• [EXERCISE REQUIREMENTS] Please read the records below and return each line holding the string "inset".

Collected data
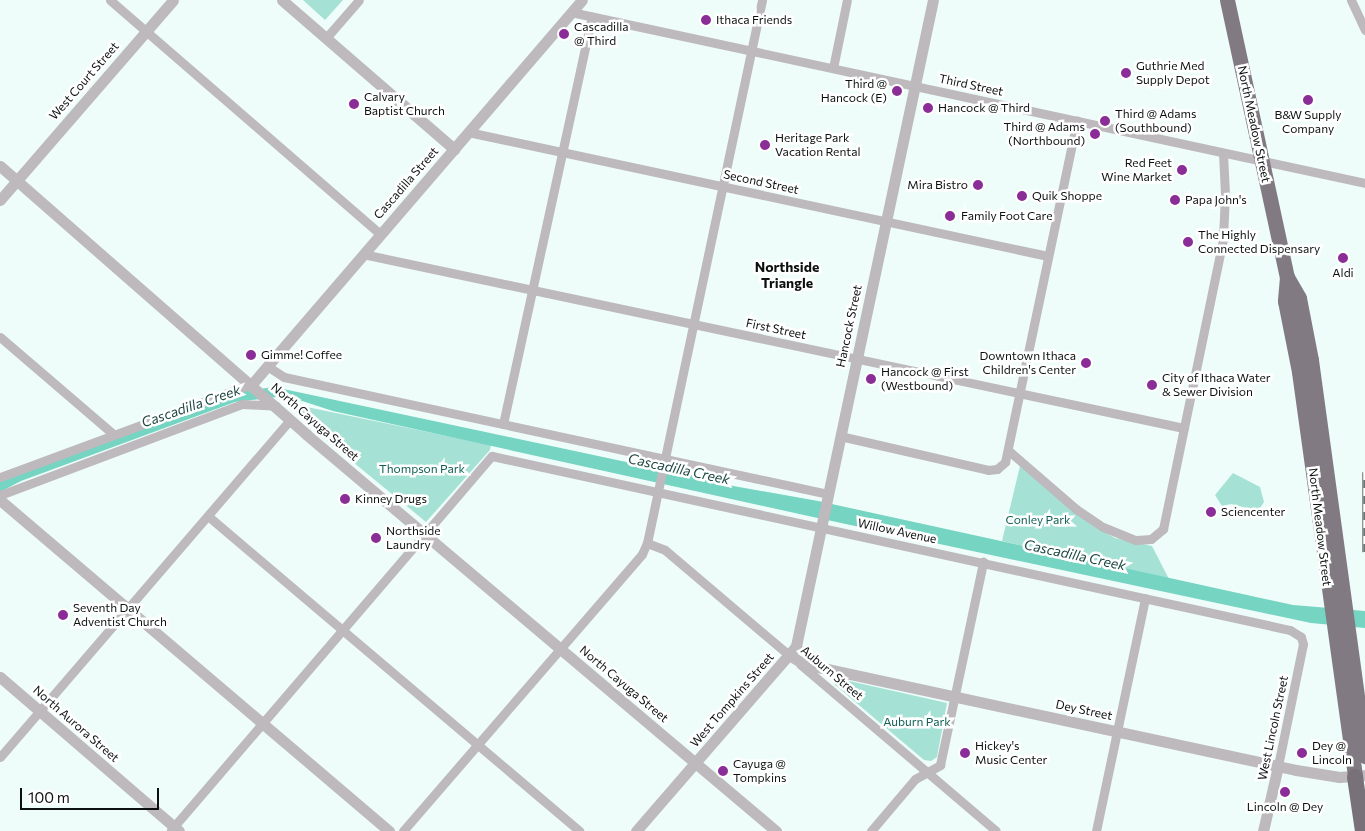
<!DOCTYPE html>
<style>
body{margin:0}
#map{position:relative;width:1365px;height:831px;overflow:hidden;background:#eefdf9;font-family:Commissioner,sans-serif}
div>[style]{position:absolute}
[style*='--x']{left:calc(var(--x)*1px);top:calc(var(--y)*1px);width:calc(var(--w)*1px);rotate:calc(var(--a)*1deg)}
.green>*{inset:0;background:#a5e2d5}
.water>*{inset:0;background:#75d4c2}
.minor>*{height:9px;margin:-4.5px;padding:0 4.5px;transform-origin:4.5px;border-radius:4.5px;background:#bdb9bd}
.tertiary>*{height:11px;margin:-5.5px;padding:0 5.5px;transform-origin:5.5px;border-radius:5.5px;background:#bdb9bd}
.trunk>*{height:15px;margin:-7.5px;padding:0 7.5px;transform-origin:7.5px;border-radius:7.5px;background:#817a82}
.motorway>*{height:16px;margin:-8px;padding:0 8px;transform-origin:8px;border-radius:8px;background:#787179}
.rail>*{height:4.5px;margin-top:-2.25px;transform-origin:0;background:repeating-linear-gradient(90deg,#fff 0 8px,#6c7573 0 16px);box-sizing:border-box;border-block:1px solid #6c7573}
.dots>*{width:14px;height:14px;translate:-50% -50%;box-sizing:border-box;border:2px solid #fff;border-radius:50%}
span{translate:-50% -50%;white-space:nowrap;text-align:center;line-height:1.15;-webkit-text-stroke:5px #fff;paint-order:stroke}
.poi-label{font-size:12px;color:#0c1110}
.left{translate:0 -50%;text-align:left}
.right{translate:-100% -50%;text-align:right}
.street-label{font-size:12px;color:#0c1110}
.park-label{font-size:12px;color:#106054}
.neighbourhood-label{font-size:14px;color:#0c1110;font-weight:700}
.water-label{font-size:14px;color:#1e4942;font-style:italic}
.scale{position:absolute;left:20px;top:788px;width:139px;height:22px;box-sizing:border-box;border:2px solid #0c1110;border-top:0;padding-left:6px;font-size:15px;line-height:18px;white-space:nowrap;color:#0c1110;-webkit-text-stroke:4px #fff;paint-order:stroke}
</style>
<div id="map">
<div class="green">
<div style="clip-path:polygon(303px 0,343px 0,325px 20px)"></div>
<div style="clip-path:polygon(283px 399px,297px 405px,491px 445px,490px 450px,426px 522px,325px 439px)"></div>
<div style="clip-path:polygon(1020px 466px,1095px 527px,1115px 538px,1152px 546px,1169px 579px,1002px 541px)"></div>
<div style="clip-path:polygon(1233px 473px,1260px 487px,1264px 502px,1257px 513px,1245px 513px,1243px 507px,1231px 504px,1222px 506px,1215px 495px)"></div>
<div style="clip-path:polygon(836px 678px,947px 703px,937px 757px,931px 761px,924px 760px,834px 684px)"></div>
</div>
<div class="water">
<div style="clip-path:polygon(274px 387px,645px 466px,679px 470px,711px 482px,818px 501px,1293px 605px,1365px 611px,1365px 628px,1311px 623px,813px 517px,333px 411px,296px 399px,277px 397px,235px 402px,21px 481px,0 492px,0 482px,238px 392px)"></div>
</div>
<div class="minor">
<div style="--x:110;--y:0;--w:357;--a:40.9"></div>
<div style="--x:1351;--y:0;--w:33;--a:65"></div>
<div style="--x:571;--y:12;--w:812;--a:12.15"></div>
<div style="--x:326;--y:38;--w:50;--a:-49"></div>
<div style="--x:833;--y:68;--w:69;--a:-78.4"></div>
<div style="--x:468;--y:132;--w:593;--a:12.07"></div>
<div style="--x:363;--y:254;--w:839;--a:11.97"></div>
<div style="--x:0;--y:337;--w:149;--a:40.6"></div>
<div style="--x:267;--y:366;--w:20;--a:33"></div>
<div style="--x:284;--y:377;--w:556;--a:12.14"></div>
<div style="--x:503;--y:424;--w:417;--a:-77.7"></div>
<div style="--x:840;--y:436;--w:152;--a:12.9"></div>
<div style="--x:988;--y:470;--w:9;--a:-6"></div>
<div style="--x:997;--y:469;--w:11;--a:-41"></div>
<div style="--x:1005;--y:462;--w:349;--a:-78.1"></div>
<div style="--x:1009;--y:451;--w:89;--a:40.9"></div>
<div style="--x:1076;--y:509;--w:32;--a:34"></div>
<div style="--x:1103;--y:527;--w:35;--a:22"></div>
<div style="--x:1136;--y:540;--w:15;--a:-4"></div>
<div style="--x:1151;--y:539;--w:16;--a:-40"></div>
<div style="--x:1163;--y:529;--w:297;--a:-78.3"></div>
<div style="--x:1223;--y:238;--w:44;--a:-87.4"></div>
<div style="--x:1225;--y:194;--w:41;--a:-92.8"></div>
<div style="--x:0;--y:477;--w:269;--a:-20.3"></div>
<div style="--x:0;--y:495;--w:259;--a:-20.6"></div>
<div style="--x:242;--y:404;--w:34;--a:3"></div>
<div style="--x:208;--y:516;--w:487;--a:40.3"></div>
<div style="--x:647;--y:543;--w:19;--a:21"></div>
<div style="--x:665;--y:550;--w:162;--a:40.3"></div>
<div style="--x:800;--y:664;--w:257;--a:40.4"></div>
<div style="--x:0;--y:757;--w:445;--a:-49.3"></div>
<div style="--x:171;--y:830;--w:493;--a:-49.4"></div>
<div style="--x:492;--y:456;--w:817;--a:12.3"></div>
<div style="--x:1290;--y:630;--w:13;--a:32"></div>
<div style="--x:1301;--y:637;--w:7;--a:74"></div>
<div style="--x:1303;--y:644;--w:125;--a:101.6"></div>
<div style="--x:403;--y:831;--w:366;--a:-49.2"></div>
<div style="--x:642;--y:554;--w:12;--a:-66"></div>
<div style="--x:647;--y:543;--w:555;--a:-78.04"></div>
<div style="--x:871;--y:831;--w:68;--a:-49.8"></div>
<div style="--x:915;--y:779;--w:29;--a:-29"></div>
<div style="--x:940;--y:765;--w:208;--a:-78"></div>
<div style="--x:1096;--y:831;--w:238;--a:-78.1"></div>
</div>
<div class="tertiary">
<div style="--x:282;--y:0;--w:228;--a:40.9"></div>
<div style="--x:0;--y:166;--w:408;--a:41.2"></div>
<div style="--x:307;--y:435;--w:614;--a:40.18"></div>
<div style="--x:0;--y:200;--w:264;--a:-49.1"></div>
<div style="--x:252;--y:384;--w:506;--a:-49.33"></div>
<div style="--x:0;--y:500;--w:511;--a:40.39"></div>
<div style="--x:789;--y:655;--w:17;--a:31"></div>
<div style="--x:804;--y:664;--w:503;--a:12.16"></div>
<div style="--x:1296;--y:770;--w:44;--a:9.2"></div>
<div style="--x:1339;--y:777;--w:26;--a:-4"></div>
<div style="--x:0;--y:677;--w:236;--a:40.7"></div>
<div style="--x:636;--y:831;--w:245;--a:-49.1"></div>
<div style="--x:796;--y:646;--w:660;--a:-78.03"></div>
<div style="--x:1263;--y:831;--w:67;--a:-77"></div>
</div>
<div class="trunk">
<div style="--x:1227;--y:0;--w:283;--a:77.8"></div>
<div style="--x:1287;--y:277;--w:24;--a:60"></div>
<div style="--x:1299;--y:298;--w:63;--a:79"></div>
<div style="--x:1311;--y:360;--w:400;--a:82.2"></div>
<div style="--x:1287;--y:277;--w:24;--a:95"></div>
<div style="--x:1285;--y:301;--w:72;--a:78.8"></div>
<div style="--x:1299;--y:372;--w:409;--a:82.1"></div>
</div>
<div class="motorway">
<div style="--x:1355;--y:777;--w:55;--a:81.6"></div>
</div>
<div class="rail">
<div style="--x:1365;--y:472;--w:80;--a:90"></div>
</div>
<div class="dots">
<div style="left:706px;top:20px;background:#8a2d97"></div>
<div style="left:564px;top:34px;background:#8a2d97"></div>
<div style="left:1126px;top:73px;background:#8a2d97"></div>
<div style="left:897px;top:91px;background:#8a2d97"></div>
<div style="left:1308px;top:100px;background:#8a2d97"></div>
<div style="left:354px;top:104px;background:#8a2d97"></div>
<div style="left:928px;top:108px;background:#8a2d97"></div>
<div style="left:1105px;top:121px;background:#8a2d97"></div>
<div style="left:1095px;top:134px;background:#8a2d97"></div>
<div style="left:765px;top:145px;background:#8a2d97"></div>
<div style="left:1182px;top:170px;background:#8a2d97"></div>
<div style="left:978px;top:185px;background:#8a2d97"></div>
<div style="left:1022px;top:196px;background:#8a2d97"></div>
<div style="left:1175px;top:200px;background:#8a2d97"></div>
<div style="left:950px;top:216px;background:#8a2d97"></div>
<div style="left:1188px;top:242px;background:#8a2d97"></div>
<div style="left:1343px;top:258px;background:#8a2d97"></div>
<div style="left:251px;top:355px;background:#8a2d97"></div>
<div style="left:1086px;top:363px;background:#8a2d97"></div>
<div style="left:871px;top:379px;background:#8a2d97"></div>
<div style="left:1152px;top:385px;background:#8a2d97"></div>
<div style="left:345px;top:499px;background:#8a2d97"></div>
<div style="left:1211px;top:512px;background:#8a2d97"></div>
<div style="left:376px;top:538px;background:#8a2d97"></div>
<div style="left:63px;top:615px;background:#8a2d97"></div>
<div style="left:965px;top:753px;background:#8a2d97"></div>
<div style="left:1302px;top:753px;background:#8a2d97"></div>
<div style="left:723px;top:771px;background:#8a2d97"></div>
<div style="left:1285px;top:792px;background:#8a2d97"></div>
</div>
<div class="poi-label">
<span class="left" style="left:716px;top:20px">Ithaca Friends</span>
<span class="left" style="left:574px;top:34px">Cascadilla<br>@ Third</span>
<span class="left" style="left:1136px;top:73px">Guthrie Med<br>Supply Depot</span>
<span class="right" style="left:887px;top:91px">Third @<br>Hancock (E)</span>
<span class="left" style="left:364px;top:104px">Calvary<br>Baptist Church</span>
<span class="left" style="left:938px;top:108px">Hancock @ Third</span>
<span class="left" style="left:1115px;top:121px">Third @ Adams<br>(Southbound)</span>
<span style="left:1308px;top:122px">B&amp;W Supply<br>Company</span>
<span class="right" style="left:1085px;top:134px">Third @ Adams<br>(Northbound)</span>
<span class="left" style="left:775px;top:145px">Heritage Park<br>Vacation Rental</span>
<span class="right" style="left:1172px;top:170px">Red Feet<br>Wine Market</span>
<span class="right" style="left:968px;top:185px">Mira Bistro</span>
<span class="left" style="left:1032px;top:196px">Quik Shoppe</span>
<span class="left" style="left:1185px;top:200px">Papa John's</span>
<span class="left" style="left:961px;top:216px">Family Foot Care</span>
<span class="left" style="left:1198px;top:242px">The Highly<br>Connected Dispensary</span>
<span style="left:1343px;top:273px">Aldi</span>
<span class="left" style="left:261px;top:355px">Gimme! Coffee</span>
<span class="right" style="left:1076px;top:363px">Downtown Ithaca<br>Children's Center</span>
<span class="left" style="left:881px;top:379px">Hancock @ First<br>(Westbound)</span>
<span class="left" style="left:1162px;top:385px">City of Ithaca Water<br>&amp; Sewer Division</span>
<span class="left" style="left:355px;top:499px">Kinney Drugs</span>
<span class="left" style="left:1221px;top:512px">Sciencenter</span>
<span class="left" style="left:386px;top:538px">Northside<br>Laundry</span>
<span class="left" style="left:73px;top:615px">Seventh Day<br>Adventist Church</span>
<span class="left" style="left:975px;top:753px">Hickey's<br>Music Center</span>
<span class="left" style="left:1312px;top:753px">Dey @<br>Lincoln</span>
<span class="left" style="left:733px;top:771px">Cayuga @<br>Tompkins</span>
<span style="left:1285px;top:807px">Lincoln @ Dey</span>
</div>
<div class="street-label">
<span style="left:84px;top:81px;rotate:-49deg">West Court Street</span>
<span style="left:971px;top:85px;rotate:12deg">Third Street</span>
<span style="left:1254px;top:124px;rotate:78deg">North Meadow Street</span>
<span style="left:761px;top:182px;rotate:12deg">Second Street</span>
<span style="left:406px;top:183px;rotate:-49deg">Cascadilla Street</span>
<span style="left:849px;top:326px;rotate:-78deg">Hancock Street</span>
<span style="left:776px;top:329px;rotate:12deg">First Street</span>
<span style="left:315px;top:422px;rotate:41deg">North Cayuga Street</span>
<span style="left:1320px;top:527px;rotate:83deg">North Meadow Street</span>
<span style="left:897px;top:531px;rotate:12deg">Willow Avenue</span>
<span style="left:832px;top:673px;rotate:40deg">Auburn Street</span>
<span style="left:624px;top:684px;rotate:40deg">North Cayuga Street</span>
<span style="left:732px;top:700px;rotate:-49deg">West Tompkins Street</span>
<span style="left:1084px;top:710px;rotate:12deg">Dey Street</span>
<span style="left:76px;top:724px;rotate:41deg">North Aurora Street</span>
<span style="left:1273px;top:728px;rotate:-78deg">West Lincoln Street</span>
</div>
<div class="park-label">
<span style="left:422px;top:469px">Thompson Park</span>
<span style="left:1038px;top:520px">Conley Park</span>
<span style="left:917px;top:722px">Auburn Park</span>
</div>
<div class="neighbourhood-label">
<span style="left:787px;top:275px">Northside<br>Triangle</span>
</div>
<div class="water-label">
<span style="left:191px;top:406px;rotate:-19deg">Cascadilla Creek</span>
<span style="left:679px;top:469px;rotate:12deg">Cascadilla Creek</span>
<span style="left:1075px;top:555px;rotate:12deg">Cascadilla Creek</span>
</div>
<div class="scale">100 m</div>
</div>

• [SOLUTION TO THIS PROBLEM]
.green>*{inset:0;background:#a5e2d5}
.water>*{inset:0;background:#75d4c2}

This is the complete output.